{*} Memorial to Dunblane

The Scotsman

CANDLES shone from windows throughout Scotland last night as the nation remembered the 16 children and their teacher who died a year ago at Dunblane Primary as they prepared for morning gym.

The site of the now-demolished gymnasium, where the atrocity happened, was visited yesterday morning by bereaved families, who laid flowers close to where their children had lain.

Arriving in small groups to be met by the head teacher, Ron Taylor, they stood among the 26 wooden tubs filled with bright spring flowers in the temporary memorial garden, some comforting each other.

The school did not open for lessons until 10:30am to allow parents privacy as they stood in remembrance at the actual time of the atrocity.

About 90 of the school's 430 pupils were kept off school by their parents, but all staff reported. Supply teachers had been available if required. A support team, including an educational psychologist, was at the school all day for any pupils, parents or staff who needed counselling.

The media respected last month's appeal from bereaved parents to stay away "on what will be a very emotional day for us and for the rest of Dunblane".

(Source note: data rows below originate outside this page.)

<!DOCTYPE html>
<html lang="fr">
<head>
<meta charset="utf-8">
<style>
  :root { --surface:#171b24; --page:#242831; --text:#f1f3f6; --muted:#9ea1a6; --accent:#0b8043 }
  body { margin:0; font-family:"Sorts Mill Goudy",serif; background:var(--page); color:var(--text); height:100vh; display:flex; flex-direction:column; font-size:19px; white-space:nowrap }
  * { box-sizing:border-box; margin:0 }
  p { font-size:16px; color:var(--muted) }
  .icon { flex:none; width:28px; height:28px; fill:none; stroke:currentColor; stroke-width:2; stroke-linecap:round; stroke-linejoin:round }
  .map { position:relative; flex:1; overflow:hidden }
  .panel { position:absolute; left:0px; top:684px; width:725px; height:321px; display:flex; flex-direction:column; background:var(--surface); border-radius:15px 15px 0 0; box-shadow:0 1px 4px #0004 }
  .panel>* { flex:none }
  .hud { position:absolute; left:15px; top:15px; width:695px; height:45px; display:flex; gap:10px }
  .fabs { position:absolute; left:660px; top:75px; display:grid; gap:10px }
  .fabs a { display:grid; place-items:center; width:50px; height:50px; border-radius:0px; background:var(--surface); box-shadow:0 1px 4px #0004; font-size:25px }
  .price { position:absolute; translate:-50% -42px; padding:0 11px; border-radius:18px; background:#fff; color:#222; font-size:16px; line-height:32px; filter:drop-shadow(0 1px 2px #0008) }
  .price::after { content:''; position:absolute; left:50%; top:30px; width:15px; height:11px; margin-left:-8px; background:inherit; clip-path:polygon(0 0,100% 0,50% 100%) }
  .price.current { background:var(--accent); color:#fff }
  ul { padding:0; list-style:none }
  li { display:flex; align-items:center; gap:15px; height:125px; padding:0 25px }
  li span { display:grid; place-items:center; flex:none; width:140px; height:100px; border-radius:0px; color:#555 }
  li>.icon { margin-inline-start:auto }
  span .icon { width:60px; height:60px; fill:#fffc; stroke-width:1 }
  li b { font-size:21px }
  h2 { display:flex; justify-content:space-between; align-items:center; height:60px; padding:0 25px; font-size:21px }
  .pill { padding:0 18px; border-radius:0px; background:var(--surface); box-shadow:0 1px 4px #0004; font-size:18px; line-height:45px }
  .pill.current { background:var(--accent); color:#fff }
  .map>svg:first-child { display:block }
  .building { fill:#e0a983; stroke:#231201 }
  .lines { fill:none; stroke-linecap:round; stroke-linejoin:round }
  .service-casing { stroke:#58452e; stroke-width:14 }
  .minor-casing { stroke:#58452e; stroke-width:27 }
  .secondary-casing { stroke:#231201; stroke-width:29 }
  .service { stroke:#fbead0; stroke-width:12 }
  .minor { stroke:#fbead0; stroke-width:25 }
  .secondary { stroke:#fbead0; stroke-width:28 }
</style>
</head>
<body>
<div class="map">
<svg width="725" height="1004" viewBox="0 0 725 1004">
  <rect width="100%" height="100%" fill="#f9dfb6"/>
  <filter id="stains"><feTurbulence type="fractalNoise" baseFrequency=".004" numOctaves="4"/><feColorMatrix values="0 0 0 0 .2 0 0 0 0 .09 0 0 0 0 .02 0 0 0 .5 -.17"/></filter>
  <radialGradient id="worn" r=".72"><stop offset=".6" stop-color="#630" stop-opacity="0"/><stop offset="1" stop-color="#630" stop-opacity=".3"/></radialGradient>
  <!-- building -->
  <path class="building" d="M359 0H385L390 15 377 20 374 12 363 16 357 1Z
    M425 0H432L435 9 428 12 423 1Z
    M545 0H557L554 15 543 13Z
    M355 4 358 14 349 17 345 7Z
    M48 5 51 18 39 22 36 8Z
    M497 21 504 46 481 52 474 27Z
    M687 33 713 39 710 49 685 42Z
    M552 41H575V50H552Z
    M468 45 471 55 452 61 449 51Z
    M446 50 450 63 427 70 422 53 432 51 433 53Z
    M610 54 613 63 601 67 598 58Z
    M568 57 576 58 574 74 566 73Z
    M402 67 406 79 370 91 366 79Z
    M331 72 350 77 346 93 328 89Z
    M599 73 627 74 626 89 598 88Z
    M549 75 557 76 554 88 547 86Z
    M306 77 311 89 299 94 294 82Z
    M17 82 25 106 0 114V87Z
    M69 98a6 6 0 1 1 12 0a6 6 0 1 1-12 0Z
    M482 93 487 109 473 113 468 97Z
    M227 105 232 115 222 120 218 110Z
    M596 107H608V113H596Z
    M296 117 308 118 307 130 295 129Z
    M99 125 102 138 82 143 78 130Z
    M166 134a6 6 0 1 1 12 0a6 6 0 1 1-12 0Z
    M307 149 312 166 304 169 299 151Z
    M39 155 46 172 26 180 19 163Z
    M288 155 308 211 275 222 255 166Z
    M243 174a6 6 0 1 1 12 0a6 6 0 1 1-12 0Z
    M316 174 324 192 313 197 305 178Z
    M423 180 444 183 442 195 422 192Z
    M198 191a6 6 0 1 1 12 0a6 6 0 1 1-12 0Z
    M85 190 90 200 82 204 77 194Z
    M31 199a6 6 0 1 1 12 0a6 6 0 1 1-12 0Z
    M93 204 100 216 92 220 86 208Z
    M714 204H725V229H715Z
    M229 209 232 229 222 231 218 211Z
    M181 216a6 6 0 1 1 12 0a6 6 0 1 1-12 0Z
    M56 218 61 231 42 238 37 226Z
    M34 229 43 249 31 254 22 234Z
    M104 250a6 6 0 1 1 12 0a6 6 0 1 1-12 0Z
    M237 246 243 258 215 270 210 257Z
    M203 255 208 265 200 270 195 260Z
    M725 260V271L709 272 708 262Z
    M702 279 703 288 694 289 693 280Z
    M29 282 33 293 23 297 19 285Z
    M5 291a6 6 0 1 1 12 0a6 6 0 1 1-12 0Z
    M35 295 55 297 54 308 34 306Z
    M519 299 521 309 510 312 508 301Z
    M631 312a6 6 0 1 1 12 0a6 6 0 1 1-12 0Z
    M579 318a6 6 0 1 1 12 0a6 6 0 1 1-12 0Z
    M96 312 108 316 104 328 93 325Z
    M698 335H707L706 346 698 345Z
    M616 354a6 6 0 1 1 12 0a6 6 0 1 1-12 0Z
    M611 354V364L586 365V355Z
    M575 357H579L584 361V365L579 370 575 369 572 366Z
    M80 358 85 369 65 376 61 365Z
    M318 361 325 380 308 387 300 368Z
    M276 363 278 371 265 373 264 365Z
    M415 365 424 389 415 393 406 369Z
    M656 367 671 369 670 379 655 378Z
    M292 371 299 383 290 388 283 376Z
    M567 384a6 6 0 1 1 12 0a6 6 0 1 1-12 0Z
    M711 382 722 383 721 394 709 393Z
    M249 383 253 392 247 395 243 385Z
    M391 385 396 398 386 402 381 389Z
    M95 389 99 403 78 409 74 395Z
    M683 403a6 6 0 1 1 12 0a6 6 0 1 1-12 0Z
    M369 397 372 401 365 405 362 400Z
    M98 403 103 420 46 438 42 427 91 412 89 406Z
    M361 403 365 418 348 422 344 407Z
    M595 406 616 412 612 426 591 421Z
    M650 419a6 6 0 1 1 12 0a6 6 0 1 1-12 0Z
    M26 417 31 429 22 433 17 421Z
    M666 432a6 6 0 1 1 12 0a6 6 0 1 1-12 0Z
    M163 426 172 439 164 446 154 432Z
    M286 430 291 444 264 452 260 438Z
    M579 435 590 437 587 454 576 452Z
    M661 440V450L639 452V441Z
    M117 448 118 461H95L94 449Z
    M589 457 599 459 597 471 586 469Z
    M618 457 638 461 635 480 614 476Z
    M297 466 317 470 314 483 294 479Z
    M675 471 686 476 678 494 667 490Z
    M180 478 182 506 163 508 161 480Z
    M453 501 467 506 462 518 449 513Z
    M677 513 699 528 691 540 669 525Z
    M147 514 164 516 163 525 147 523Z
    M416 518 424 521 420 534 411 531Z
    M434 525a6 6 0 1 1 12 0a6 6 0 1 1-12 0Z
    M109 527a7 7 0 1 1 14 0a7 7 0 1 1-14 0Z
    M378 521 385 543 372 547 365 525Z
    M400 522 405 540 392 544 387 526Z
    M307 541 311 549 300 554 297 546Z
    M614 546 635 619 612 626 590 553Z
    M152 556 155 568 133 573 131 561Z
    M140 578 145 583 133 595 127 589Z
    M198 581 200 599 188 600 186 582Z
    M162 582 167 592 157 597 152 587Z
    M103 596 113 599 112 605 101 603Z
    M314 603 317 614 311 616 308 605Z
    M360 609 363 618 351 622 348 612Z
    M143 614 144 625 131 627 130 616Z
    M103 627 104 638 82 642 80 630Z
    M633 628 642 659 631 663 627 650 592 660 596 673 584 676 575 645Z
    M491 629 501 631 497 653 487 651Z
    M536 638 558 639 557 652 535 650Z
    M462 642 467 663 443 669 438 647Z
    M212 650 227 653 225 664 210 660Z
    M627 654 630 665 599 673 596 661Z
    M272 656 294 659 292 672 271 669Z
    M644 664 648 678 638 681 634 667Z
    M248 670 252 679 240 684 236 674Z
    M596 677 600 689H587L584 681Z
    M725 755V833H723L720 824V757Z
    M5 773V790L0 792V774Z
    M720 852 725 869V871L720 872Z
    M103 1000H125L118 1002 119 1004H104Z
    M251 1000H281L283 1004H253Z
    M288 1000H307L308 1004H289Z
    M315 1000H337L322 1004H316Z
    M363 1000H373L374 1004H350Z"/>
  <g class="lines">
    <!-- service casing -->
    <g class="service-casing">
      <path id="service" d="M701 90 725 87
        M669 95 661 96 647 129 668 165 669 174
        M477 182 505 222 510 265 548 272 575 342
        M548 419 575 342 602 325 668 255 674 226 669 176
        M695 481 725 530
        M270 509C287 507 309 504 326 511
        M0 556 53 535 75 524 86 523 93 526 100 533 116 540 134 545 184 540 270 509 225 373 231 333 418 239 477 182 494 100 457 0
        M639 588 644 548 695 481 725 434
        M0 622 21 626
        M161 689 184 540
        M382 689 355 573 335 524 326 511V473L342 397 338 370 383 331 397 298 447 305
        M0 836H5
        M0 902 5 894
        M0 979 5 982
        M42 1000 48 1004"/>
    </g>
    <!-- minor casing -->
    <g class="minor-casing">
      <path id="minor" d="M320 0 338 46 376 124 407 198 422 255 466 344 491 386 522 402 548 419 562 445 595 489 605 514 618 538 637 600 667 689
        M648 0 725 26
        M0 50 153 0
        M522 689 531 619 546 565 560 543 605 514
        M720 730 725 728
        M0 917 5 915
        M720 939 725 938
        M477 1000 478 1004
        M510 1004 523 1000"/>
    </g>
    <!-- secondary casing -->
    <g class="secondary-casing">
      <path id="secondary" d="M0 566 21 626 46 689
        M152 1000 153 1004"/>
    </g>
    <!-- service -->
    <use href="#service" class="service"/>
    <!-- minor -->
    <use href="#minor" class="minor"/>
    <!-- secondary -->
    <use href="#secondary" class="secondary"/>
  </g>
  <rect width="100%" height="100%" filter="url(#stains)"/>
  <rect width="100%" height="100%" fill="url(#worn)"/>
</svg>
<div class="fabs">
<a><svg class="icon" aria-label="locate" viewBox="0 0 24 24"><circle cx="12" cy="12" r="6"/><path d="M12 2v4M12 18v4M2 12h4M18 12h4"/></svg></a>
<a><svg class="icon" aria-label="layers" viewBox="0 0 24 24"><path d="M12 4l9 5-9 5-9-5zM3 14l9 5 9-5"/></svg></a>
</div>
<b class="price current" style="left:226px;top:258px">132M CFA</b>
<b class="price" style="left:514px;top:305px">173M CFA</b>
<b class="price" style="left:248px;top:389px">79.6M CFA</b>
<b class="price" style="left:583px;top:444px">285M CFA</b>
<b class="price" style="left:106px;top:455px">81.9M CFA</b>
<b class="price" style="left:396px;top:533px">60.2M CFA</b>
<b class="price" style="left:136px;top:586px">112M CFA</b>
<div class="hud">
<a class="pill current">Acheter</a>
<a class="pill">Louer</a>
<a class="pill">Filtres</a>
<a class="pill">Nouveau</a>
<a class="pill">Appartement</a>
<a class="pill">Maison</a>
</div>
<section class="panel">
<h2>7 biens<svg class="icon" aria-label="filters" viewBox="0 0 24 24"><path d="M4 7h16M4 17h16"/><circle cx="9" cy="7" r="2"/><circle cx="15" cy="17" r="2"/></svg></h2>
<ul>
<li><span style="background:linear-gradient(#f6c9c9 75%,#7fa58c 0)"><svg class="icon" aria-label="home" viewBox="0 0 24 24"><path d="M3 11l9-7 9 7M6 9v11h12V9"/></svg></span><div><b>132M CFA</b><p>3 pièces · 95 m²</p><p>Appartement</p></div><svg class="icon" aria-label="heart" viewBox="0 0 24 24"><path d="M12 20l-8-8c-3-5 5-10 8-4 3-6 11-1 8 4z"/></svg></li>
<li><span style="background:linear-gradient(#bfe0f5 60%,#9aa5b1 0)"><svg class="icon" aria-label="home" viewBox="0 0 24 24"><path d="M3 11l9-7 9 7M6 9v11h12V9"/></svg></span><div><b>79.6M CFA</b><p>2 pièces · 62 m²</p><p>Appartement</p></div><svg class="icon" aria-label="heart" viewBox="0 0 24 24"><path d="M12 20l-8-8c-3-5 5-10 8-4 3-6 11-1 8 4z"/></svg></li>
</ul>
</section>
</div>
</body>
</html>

A Stirling Council spokesman, Don Monteith, said that both the authority and the school wished to express their appreciation that the media had respected the wish for privacy. He added that several hundred cards and messages from all over Britain and overseas had been delivered to the school. Many of them were being put on display.

Bunches of flowers from all over Scotland and the rest of the UK, and from abroad, continued to be delivered to Dunblane cemetery during the day. An area of the cemetery, where teacher Gwen Mayor and 12 of her pupils are interred, had been set aside by the council.

At Dunblane High School, a minute's silence was observed at 9:30am, the time of the massacre.

A steady stream of people filed into Dunblane's churches all day, including the 13th-century catherdal where funeral services for some of the victims of the shootings took place. Churches throughout Scotland also opened their doors, some lighting candles in memory of the 17 who died.

The Prime Minister and the Labour leader, Tony Blair, paid tribute in the Commons to the dead. At Prime Minister's questions, Mr Blair recalled the "terrible events" and said: "We remember the little ones that died, we grieve with their parents and their friends and they will not be lost in the memory of this nation."

He told John Major: "Whatever our differences are, we are united again this time in sorrow and commemoration of those that died."

Mr Major replied: "I remember visiting, with you, the school and the gymnasium and I do not believe that either of us will ever forget the scenes that we saw there and neither will anyone else who visited it."

The Labour MP for Linlithgow, Tam Dalyell, has put down a written question asking the Prime Minister whether or not Thomas Hamilton, the gunman who carried out the massacre, was a police informer. Mr Dalyell said last night that the timing of his question was purely a coincidence.

Mr Major and his wife, Norma, lit a candle in the window of 10 Downing Street last night in a private commemoration of Dunblane. They lit the candle alone together in the flat in Downing Street at 7pm.